Postgresql regexp_matches 语法未按预期工作 [英] Postgresql regexp_matches syntax not working as expected
问题描述
我使用 Postgres regexp_matches 函数来提取数字.
我使用的正则表达式是
4([\s\-\/\.]*?0){3}([\s\-\/\.]*?[12]){1}([\s\-\/\.]*?\d){4}
如果我使用像
顺便说一句,-
在括号表达式的开始/结束时不需要转义,也不需要转义/
和<代码>. 那里.我还建议在任何支持限制量词的正则表达式中将 {1}
删除为 a
= a{1}
.
I use the Postgres regexp_matches function to extract numbers.

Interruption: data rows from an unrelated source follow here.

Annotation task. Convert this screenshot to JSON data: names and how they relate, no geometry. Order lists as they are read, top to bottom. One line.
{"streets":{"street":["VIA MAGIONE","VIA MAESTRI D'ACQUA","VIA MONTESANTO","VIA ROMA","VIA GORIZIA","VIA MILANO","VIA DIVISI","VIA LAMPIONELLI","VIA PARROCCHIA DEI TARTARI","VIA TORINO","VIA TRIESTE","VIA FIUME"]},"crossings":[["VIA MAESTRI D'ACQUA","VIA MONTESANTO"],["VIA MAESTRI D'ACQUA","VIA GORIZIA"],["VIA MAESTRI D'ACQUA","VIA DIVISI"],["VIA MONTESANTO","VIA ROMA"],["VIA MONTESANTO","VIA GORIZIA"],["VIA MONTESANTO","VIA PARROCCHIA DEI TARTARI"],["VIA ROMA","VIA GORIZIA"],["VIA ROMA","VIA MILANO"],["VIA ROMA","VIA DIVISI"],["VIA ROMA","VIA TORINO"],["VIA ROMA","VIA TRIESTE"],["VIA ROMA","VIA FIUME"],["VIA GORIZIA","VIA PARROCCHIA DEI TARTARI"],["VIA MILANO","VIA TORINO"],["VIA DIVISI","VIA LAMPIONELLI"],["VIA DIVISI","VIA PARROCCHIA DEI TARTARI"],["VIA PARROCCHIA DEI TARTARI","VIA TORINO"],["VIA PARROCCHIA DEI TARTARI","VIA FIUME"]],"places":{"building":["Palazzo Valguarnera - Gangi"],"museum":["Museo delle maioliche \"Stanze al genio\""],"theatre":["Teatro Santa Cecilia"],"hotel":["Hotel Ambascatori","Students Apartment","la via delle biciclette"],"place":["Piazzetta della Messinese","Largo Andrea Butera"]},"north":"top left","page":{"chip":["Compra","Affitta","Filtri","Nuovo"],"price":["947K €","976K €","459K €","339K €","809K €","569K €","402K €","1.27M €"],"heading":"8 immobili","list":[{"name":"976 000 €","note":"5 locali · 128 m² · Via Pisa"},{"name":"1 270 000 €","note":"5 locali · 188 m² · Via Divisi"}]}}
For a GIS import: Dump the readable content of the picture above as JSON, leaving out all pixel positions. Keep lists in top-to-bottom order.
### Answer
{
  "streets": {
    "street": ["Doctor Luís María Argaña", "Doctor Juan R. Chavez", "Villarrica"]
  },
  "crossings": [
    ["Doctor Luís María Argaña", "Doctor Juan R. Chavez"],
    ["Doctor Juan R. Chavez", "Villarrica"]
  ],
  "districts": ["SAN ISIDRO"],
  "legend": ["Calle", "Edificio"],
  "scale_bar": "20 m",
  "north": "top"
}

The regular expression I use is
4([\s\-\/\.]*?0){3}([\s\-\/\.]*?[12]){1}([\s\-\/\.]*?\d){4}
If I use a tool like https://regexr.com/ to verify if it's working and I apply the following test set
4-0001-1234
5-2342-2344
499999999
4-0001-1234 4.0001.12344 4-0-0-0-1-1234
I get the expected extraction result:
4-0001-1234
4-0001-1234
4.0001.1234
4-0-0-0-1-1234
However, if I use the same expression in Postgresql, it does work well:
SELECT unnest(regexp_matches('4-0001-1234', '4([\s\-\/\.]*?0){3}([\s\-\/\.]*?[12]){1}([\s\-\/\.]*?\d){4}', 'g'));
Result:
0
1
4
What I suspect is, that it has to do with the greediness and/or that the quantifiers like {3} are not applied in the right way. Or it uses the Posix standard for regular expressions, which always seem to differ a little bit from the Java Syntax.
Any suggestions why it is not working and how to fix it?
The regexp_matches(string text, pattern text [, flags text])
function returns the captured values:
Return all captured substrings resulting from matching a POSIX regular expression against the string.
You may fix the expression using non-capturing groups:
SELECT unnest(regexp_matches('4-0001-1234 4.0001.12344 4-0-0-0-1-1234', '4(?:[\s/.-]*0){3}(?:[\s/.-]*[12])(?:[\s/.-]*\d){4}', 'g'));
See the online demo.
BTW, you do not need to escape -
when it is at the start/end of the bracket expression, and there is no need to escape neither /
nor .
there. I also suggest removing {1}
as a
= a{1}
in any regex supporting limiting quantifiers.
这篇关于Postgresql regexp_matches 语法未按预期工作的文章就介绍到这了,希望我们推荐的答案对大家有所帮助,也希望大家多多支持IT屋!